┌──

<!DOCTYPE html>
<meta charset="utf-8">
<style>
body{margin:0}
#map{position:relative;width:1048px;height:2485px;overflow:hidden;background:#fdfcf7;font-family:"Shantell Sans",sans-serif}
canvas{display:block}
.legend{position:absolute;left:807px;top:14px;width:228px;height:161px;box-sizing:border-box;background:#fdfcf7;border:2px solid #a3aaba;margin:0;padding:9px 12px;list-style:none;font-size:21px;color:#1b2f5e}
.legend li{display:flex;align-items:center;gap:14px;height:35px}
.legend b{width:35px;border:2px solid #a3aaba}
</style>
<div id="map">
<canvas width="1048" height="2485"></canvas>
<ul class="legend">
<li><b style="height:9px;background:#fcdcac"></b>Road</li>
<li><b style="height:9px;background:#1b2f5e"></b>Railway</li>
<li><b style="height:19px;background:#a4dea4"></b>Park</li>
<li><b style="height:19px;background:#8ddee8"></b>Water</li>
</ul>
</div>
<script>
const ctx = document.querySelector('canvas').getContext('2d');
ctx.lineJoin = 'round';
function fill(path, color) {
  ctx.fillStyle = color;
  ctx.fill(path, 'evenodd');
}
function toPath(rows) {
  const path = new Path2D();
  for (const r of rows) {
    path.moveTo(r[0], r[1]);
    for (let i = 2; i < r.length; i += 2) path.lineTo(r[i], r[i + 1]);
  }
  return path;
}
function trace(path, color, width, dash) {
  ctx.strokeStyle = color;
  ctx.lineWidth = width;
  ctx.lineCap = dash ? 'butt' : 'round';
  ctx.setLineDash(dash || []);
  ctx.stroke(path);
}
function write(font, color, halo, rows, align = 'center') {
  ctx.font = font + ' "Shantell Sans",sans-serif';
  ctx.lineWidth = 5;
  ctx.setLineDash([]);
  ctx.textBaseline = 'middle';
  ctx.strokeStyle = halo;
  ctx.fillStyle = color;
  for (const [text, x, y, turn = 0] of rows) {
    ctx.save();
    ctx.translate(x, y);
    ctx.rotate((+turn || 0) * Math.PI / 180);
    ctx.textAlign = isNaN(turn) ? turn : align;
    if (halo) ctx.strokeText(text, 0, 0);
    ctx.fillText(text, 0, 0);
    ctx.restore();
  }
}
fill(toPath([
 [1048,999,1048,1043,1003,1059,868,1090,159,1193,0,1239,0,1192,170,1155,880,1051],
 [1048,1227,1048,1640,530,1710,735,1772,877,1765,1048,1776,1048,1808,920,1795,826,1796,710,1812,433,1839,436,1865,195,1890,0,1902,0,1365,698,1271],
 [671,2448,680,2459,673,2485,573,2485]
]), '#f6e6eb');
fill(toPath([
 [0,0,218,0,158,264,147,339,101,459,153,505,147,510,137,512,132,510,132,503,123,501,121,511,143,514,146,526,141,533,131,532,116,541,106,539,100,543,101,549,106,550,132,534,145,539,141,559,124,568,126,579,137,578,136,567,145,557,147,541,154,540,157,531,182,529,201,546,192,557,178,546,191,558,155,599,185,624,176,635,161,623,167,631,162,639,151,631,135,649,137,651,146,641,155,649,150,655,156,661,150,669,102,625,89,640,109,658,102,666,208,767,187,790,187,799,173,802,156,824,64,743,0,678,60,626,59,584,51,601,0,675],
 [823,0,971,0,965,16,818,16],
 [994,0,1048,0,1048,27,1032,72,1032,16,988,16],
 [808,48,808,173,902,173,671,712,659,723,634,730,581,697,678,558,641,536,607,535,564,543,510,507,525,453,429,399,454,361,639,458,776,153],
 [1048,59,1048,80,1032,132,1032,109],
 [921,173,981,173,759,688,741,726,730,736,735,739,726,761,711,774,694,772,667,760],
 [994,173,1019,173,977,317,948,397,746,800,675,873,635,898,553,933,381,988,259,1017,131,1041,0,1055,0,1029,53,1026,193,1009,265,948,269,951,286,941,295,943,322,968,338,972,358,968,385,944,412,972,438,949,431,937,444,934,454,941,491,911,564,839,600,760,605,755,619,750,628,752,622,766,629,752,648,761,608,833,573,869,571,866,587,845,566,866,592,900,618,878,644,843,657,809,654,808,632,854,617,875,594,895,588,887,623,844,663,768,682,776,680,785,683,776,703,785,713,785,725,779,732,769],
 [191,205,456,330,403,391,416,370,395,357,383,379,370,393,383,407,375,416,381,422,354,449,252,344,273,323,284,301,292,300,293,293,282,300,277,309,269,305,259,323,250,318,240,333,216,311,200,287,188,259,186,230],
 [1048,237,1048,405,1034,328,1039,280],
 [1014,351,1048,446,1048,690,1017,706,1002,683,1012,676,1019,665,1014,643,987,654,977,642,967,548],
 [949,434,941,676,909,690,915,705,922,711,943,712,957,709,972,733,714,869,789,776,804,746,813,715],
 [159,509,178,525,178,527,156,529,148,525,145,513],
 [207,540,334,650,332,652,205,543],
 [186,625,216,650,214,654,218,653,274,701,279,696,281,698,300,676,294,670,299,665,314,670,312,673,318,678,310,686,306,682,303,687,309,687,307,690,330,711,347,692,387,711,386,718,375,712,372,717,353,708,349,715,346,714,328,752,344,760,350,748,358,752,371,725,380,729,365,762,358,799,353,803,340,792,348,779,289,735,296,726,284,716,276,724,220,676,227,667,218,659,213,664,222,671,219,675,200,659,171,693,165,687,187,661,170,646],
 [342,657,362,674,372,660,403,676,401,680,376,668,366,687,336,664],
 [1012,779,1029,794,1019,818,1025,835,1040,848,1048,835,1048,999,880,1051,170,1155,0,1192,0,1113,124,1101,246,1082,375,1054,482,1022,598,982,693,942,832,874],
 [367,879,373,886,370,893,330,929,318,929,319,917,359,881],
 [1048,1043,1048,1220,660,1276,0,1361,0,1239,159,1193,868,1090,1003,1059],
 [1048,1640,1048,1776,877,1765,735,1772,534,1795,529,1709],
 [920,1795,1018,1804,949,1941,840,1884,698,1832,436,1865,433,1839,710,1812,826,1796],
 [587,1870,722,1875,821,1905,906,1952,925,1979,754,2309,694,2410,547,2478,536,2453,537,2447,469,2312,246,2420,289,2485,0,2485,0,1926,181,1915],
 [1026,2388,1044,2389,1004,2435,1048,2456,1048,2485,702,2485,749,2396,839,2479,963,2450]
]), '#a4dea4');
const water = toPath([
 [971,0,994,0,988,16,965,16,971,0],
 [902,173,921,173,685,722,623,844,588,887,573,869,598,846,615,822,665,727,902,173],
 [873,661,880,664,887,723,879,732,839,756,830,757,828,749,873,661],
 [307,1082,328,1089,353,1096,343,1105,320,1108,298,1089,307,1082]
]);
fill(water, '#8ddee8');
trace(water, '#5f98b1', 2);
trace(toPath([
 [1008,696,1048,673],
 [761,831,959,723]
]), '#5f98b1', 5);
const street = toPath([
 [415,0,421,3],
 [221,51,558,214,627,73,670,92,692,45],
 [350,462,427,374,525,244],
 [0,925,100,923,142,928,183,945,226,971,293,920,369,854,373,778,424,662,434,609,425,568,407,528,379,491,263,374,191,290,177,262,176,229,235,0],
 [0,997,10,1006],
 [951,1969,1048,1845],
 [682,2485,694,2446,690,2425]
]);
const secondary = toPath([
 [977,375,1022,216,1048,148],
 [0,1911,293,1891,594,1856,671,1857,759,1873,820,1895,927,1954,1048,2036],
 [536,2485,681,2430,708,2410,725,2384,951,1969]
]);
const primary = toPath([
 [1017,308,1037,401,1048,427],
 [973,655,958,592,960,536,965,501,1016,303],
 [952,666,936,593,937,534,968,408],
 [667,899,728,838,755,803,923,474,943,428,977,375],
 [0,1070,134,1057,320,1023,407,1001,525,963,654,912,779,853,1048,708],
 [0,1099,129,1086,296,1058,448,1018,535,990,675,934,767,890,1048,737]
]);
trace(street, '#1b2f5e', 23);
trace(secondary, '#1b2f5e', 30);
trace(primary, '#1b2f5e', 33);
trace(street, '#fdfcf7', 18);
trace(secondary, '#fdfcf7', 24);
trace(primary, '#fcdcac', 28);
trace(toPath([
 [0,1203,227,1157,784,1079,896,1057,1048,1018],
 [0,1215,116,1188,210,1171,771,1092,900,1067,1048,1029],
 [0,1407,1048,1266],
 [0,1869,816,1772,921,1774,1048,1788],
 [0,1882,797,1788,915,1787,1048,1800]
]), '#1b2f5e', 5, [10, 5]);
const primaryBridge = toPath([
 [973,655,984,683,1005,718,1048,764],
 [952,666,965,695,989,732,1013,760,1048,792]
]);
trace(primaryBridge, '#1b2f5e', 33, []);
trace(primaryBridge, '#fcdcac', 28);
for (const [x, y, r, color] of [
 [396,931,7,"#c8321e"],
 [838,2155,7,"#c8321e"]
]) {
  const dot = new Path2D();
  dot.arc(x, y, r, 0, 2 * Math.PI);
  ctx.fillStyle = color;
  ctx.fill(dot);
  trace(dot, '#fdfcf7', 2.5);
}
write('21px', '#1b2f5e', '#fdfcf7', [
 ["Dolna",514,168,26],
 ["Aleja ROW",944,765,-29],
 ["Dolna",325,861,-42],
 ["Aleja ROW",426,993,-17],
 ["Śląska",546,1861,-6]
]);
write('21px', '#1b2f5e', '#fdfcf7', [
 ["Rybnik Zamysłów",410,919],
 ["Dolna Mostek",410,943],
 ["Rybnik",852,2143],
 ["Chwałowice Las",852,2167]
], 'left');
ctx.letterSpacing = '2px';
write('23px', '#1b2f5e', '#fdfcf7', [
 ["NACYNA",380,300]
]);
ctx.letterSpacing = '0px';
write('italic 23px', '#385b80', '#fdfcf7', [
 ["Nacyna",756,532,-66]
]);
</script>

└──

## ASSIGNMENT
For each line above that holds the string "rows", provide a copy of that line.

## ANSWER TO THIS PROBLEM
function toPath(rows) {
  for (const r of rows) {
function write(font, color, halo, rows, align = 'center') {
  for (const [text, x, y, turn = 0] of rows) {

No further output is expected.